Il violato parla al violatore, per una relazione in cui il corpo della vittima diventa lo spazio dove ospitare una sorta di luogo del ritrovamento, nella più amara ammissione di mancanza di bene per chi non sa e non è in grado di comprendere il dolore altrui. I sandali di Elisa Claps descrivono un meccanismo pedagogico misericordioso in cui a perire senza pietas non è l’azione delittuosa, ma il manto ambiguo e spietato dell’impunità di cui gode l’autore del gesto criminale. La garanzia a tutela della violazione. Un innesco di viltà che stabilisce i limiti di un’immoralità senziente, in condizione di sentirsi come inviolabile fino a una silenziosa e sfacciata provocazione davanti alla pronuncia di un disperato sagrato legittimato a metterne in discussione ogni valore.

Elisa Claps è la presenza invisibile di un martirio testimoniato dalle spoglie di un’innocenza murata nel tempo di disperata ricerca e brutale rivelazione. Rose nere fioriscono al di qua della parete e sopra la coscienza dei vili, mentre un roseto luminosissimo assiste gli interni che ricoprono quell’innocenza e la dignitosa e coraggiosa conduzione del padre verso l’unico epilogo che una così inimmaginabile attesa può riservare. “Dimentico tutto tranne che rivederti”, come scrive John Keats.
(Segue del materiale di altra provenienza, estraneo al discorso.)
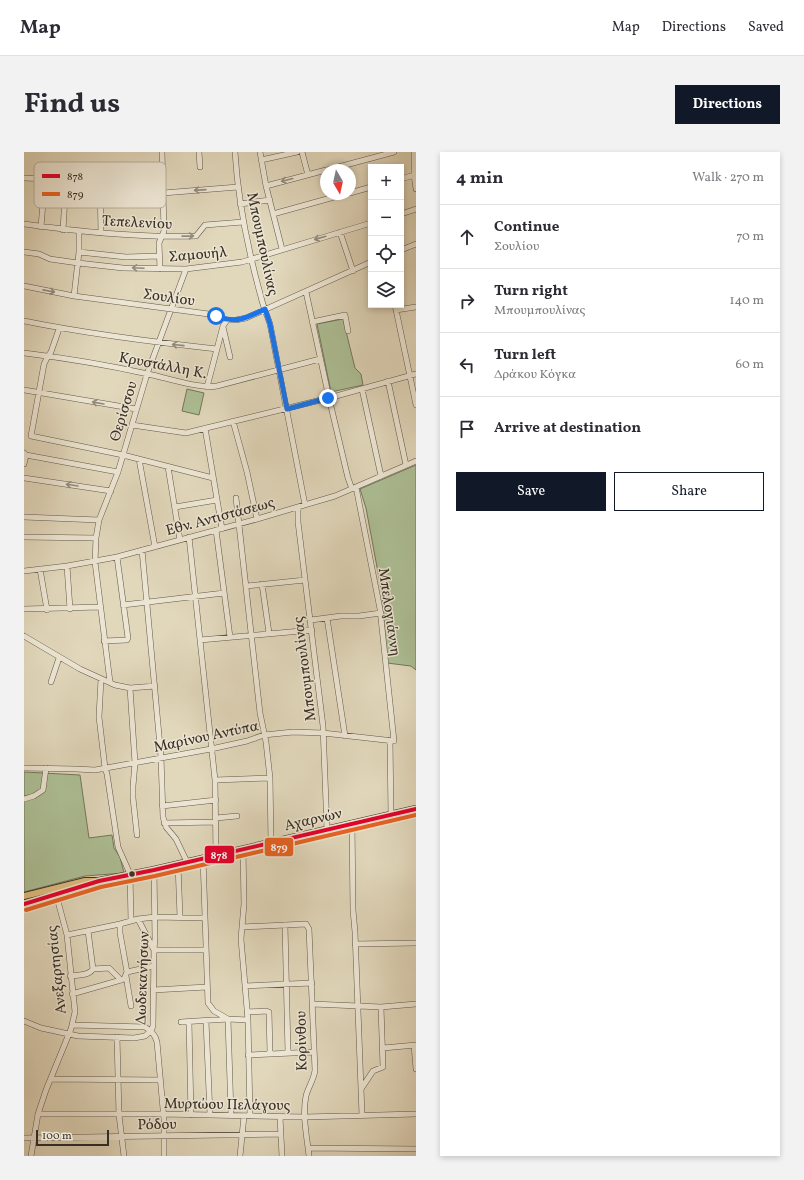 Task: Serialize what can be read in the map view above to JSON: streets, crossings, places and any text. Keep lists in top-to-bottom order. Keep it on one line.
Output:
{"streets":{"main road":["Αχαρνών"],"street":["Τεπελενίου","Μπουμπουλίνας","Σαμουήλ","Σουλίου","Κρυστάλλη Κ.","Θερίσσου","Εθν. Αντιστάσεως","Μπελογιάννη","Μαρίνου Αντύπα","Ανεξαρτησίας","Δωδεκανήσων","Κορίνθου","Μυρτώου Πελάγους","Ρόδου"]},"crossings":[["Τεπελενίου","Μπουμπουλίνας"],["Μπουμπουλίνας","Σαμουήλ"],["Μπουμπουλίνας","Σουλίου"],["Μπουμπουλίνας","Κρυστάλλη Κ."],["Μπουμπουλίνας","Εθν. Αντιστάσεως"],["Μπουμπουλίνας","Μαρίνου Αντύπα"],["Μπουμπουλίνας","Αχαρνών"],["Σαμουήλ","Θερίσσου"],["Σουλίου","Θερίσσου"],["Σουλίου","Μπελογιάννη"],["Κρυστάλλη Κ.","Θερίσσου"],["Κρυστάλλη Κ.","Μπελογιάννη"],["Θερίσσου","Εθν. Αντιστάσεως"],["Εθν. Αντιστάσεως","Μπελογιάννη"],["Μπελογιάννη","Μαρίνου Αντύπα"],["Μπελογιάννη","Αχαρνών"],["Αχαρνών","Ανεξαρτησίας"],["Αχαρνών","Δωδεκανήσων"],["Ανεξαρτησίας","Μυρτώου Πελάγους"],["Ανεξαρτησίας","Ρόδου"],["Δωδεκανήσων","Μυρτώου Πελάγους"],["Δωδεκανήσων","Ρόδου"],["Κορίνθου","Μυρτώου Πελάγους"]],"lines":["transit line 878","transit line 879"],"legend":["878","879"],"scale_bar":"100 m","north":"bottom","page":{"header":"Map","nav":["Map","Directions","Saved"],"title":"Find us","buttons":["Directions",["Save","Share"]],"heading":["4 min","Walk · 270 m"],"map_buttons":["+","−"],"list":[["Continue","Σουλίου","70 m"],["Turn right","Μπουμπουλίνας","140 m"],["Turn left","Δράκου Κόγκα","60 m"],"Arrive at destination"],"scale":"100 m"}} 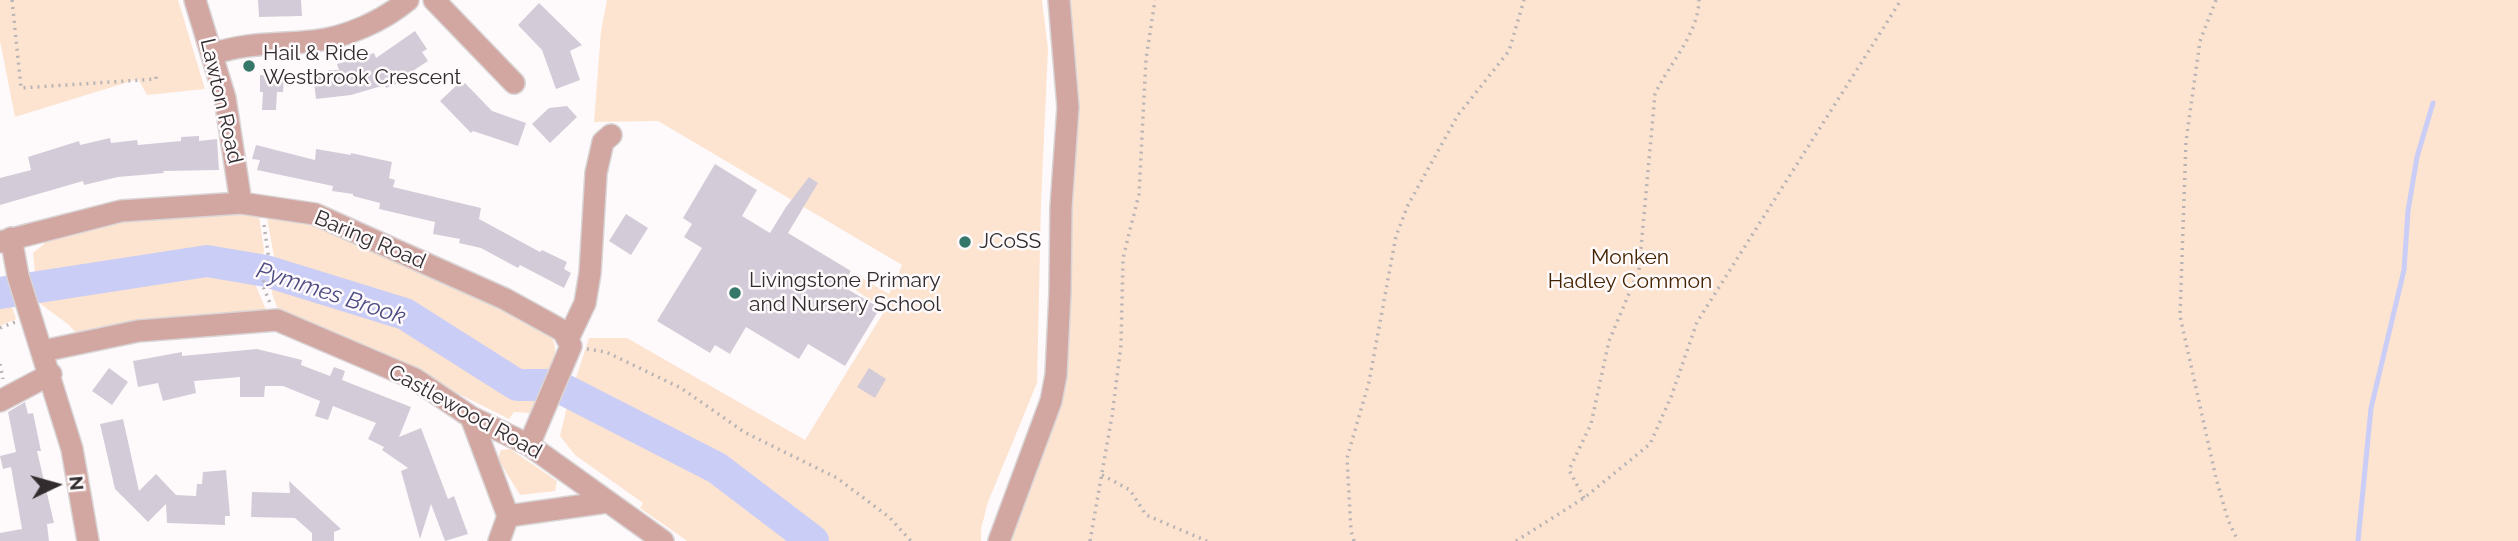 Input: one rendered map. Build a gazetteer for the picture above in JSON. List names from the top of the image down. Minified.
{"streets":{"street":["Lawton Road","Baring Road","Castlewood Road"]},"crossings":[["Lawton Road","Baring Road"]],"water":["Pymmes Brook"],"parks":["Monken Hadley Common"],"places":["Hail & Ride Westbrook Crescent","JCoSS","Livingstone Primary and Nursery School"],"north":"right"}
Non c’è sacrario, per quanto serrato esso sia nelle più profonde e inaccessibili cavità, sicuro e protetto da forme sottili e spietate di potere e di viltà umane, che possa nascondersi dal sentimento più alto che un essere umano riesca a provare per un altro essere umano. Soprattutto se questi sia la più amata conseguenza di sé. È la legge del bene tra le creature. C’è qualcosa che spinge, lentamente e fragorosamente, ben oltre le segrete oscure di quei sacrari. I fiori neri sono appassiti. Qualcos’altro è ancora lì.